TASK GOAL - In the records that follow, locate every line with "muted" and extract it.

THE INPUT -
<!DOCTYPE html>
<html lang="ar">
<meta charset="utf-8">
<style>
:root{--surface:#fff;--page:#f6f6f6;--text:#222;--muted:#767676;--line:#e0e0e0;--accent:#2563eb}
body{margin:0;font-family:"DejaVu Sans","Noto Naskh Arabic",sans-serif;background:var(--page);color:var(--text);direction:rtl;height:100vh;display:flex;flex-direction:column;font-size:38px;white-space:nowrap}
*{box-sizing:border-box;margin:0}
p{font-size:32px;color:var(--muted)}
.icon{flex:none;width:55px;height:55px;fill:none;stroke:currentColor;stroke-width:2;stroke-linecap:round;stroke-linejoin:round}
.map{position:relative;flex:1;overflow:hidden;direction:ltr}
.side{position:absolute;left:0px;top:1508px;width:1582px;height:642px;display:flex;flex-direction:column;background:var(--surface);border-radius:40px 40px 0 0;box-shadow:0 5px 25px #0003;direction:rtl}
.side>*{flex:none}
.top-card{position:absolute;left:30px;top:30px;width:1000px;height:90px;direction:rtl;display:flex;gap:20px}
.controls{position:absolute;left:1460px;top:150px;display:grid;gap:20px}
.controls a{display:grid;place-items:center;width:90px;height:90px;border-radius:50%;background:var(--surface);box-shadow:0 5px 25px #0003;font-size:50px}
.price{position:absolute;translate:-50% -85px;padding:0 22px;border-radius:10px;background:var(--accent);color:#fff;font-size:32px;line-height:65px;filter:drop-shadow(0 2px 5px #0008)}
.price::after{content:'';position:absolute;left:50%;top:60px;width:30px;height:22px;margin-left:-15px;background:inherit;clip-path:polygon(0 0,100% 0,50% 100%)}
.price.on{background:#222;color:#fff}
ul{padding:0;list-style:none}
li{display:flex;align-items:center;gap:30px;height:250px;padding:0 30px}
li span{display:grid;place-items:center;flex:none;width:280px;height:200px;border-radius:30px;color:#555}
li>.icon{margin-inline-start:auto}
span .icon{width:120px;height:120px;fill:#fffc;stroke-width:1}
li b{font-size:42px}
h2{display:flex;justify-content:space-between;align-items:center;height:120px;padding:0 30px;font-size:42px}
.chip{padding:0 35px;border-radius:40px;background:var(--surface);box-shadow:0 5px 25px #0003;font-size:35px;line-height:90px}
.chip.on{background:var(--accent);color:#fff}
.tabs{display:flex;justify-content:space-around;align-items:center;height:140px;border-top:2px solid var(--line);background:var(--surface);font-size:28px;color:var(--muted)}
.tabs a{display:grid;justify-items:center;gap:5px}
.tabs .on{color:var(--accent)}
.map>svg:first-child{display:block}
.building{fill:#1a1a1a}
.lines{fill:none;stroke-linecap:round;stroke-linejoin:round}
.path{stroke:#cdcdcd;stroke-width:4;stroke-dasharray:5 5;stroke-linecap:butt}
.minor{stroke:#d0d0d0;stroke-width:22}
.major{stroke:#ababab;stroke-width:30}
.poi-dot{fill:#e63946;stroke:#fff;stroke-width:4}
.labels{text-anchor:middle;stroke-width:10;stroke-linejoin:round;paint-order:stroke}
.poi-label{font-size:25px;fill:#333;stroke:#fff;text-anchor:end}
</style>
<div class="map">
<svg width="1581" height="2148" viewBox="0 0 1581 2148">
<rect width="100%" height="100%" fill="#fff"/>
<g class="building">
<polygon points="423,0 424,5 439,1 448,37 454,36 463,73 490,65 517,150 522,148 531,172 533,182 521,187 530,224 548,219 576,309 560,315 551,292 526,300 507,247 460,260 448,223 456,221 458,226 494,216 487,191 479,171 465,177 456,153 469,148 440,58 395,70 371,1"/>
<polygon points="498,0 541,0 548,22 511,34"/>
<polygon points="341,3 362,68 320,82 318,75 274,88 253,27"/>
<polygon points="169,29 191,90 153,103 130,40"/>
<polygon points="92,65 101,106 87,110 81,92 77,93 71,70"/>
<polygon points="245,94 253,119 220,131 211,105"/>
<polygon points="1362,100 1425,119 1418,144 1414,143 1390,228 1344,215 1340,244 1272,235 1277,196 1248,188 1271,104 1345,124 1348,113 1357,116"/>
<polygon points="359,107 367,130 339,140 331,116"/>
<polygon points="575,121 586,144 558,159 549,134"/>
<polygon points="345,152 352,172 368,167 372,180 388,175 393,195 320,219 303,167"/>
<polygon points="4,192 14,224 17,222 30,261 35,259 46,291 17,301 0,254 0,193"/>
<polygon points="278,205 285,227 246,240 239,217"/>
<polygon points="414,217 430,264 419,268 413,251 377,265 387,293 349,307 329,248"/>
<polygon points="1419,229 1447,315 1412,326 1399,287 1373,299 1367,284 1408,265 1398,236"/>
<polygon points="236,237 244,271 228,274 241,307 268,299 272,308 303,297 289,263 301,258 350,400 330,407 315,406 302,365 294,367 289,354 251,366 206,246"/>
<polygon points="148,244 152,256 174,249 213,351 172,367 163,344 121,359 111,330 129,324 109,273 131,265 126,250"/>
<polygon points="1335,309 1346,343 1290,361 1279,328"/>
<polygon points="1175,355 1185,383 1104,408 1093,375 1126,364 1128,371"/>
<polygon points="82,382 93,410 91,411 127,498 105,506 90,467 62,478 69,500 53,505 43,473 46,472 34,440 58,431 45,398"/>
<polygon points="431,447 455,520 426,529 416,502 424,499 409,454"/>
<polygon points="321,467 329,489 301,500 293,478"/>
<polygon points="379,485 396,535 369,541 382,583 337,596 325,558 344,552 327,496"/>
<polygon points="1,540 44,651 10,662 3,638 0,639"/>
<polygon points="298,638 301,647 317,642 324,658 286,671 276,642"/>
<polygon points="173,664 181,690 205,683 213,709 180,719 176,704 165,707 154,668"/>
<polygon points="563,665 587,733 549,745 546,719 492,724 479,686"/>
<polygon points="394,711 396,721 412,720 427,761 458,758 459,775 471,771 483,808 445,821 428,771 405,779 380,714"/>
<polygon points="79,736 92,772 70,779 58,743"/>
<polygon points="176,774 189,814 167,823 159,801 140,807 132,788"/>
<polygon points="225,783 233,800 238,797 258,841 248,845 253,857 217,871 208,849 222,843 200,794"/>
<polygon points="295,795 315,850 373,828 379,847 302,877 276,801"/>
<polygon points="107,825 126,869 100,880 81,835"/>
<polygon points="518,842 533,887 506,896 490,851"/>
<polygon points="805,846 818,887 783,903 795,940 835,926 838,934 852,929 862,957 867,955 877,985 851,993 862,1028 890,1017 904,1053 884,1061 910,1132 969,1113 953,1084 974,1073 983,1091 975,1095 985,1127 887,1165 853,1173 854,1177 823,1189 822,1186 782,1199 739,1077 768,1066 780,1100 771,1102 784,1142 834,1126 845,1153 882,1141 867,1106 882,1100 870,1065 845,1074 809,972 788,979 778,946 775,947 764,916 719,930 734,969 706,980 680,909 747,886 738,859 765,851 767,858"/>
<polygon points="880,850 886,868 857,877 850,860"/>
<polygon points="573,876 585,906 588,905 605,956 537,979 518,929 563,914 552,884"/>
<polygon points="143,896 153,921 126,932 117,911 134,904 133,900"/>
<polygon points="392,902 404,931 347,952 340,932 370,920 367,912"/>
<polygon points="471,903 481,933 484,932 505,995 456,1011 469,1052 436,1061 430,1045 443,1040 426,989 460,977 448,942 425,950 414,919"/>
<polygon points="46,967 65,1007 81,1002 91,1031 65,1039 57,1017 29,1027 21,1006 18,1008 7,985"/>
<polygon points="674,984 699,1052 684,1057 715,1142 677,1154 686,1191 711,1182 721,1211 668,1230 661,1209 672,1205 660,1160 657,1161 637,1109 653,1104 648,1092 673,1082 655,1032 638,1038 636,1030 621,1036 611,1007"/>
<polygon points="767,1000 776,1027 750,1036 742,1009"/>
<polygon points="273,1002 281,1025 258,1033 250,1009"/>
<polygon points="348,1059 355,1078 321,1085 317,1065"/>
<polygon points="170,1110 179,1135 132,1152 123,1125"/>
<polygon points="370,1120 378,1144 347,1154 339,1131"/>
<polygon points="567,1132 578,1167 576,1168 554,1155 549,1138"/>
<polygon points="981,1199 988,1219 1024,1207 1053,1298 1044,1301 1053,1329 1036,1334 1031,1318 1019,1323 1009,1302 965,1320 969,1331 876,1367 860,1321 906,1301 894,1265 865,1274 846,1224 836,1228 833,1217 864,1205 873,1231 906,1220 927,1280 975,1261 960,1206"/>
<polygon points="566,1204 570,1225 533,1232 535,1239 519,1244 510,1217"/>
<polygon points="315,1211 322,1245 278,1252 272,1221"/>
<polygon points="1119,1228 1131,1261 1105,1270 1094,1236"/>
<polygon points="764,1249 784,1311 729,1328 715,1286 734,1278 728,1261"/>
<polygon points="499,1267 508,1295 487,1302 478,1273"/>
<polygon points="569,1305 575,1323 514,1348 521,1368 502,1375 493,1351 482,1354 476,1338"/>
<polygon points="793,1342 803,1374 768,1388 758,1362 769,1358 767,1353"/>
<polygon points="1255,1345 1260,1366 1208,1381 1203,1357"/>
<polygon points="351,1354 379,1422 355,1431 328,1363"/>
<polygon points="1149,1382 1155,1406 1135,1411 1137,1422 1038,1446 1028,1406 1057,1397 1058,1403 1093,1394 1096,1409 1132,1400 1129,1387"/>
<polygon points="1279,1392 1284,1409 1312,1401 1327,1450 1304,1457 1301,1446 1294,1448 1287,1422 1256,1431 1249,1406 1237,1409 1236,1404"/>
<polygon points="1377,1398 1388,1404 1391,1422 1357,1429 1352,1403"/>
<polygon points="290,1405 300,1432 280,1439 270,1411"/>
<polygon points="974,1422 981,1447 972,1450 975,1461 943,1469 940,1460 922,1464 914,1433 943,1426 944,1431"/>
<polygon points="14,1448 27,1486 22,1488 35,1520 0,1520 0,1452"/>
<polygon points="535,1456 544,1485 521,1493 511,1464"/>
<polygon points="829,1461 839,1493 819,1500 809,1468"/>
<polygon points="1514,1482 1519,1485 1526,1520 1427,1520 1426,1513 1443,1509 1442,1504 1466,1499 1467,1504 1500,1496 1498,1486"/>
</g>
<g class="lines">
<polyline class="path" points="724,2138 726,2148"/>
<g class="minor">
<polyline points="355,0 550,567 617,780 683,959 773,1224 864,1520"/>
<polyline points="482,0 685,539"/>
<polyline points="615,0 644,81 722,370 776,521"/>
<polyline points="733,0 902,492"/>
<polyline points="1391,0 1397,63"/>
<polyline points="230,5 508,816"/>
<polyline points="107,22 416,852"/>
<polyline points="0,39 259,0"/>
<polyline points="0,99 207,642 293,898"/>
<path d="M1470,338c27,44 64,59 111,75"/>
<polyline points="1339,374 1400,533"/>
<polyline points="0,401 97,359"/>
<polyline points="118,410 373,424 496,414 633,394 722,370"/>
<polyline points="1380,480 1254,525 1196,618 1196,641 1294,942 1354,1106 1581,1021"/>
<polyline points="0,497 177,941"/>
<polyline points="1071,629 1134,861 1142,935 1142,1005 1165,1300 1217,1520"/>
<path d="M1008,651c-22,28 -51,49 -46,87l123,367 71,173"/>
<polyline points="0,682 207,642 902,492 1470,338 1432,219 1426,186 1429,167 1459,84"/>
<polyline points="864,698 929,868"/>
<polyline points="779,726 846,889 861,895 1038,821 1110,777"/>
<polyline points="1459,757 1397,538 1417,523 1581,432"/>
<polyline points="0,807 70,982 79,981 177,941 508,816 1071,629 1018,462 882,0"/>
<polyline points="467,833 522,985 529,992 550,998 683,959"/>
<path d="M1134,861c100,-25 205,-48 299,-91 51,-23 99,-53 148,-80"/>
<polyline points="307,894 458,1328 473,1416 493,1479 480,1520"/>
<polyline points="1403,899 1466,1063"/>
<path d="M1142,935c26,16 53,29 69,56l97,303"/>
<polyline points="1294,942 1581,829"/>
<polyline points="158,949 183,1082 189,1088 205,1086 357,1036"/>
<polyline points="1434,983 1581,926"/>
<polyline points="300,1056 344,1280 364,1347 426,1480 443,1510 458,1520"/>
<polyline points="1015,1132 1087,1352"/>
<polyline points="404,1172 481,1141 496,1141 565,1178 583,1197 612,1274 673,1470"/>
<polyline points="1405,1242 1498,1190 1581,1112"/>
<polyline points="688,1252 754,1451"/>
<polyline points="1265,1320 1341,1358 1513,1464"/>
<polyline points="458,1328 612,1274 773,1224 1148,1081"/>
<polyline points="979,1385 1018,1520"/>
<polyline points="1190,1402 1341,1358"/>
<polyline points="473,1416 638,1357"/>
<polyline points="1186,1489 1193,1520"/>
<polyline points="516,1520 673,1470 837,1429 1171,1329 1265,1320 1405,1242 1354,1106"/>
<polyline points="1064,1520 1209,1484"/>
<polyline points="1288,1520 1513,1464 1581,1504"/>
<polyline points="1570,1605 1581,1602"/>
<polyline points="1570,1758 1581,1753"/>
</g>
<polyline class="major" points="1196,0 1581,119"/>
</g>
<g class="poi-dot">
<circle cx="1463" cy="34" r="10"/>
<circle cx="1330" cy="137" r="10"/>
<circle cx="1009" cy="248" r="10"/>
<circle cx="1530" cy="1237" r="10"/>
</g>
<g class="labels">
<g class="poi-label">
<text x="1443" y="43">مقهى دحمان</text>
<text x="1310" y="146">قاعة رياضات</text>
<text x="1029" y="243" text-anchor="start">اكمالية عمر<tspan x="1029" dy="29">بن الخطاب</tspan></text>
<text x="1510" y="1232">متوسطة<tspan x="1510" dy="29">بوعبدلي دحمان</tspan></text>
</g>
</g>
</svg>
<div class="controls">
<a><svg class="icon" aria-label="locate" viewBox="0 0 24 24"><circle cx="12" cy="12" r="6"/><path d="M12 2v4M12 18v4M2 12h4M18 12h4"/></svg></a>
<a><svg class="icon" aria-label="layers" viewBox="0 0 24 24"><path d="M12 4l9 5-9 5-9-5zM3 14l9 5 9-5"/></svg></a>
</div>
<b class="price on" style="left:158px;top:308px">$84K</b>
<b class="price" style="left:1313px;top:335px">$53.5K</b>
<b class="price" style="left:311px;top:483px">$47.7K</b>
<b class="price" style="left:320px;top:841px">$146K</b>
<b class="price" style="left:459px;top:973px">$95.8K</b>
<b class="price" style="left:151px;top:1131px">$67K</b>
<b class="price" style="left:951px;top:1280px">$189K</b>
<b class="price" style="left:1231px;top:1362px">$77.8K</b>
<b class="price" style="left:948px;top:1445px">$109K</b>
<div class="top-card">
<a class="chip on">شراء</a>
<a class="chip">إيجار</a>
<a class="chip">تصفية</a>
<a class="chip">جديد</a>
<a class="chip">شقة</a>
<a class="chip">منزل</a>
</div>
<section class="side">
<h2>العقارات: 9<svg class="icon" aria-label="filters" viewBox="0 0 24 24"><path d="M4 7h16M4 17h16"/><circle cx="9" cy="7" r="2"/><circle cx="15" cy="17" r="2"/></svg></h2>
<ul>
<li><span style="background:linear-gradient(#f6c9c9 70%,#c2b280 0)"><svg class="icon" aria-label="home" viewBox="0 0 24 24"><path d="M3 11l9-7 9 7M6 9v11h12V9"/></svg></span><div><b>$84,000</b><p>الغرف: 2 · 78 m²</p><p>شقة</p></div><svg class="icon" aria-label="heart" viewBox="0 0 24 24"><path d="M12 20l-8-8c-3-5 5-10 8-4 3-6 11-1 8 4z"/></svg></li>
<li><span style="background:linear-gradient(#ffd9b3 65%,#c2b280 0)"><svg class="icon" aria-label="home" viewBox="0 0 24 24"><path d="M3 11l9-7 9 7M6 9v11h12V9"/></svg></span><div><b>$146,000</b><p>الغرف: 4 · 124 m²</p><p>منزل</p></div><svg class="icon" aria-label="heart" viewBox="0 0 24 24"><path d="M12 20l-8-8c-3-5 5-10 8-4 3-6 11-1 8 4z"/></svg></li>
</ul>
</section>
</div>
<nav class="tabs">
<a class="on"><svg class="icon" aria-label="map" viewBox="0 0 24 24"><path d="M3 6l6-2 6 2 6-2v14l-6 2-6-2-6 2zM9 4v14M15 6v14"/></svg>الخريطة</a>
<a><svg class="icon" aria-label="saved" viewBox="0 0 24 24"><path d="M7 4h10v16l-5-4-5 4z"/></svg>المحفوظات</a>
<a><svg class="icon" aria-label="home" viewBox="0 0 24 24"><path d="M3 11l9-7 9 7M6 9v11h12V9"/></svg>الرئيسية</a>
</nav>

RESPONSE BOX -
:root{--surface:#fff;--page:#f6f6f6;--text:#222;--muted:#767676;--line:#e0e0e0;--accent:#2563eb}
p{font-size:32px;color:var(--muted)}
.tabs{display:flex;justify-content:space-around;align-items:center;height:140px;border-top:2px solid var(--line);background:var(--surface);font-size:28px;color:var(--muted)}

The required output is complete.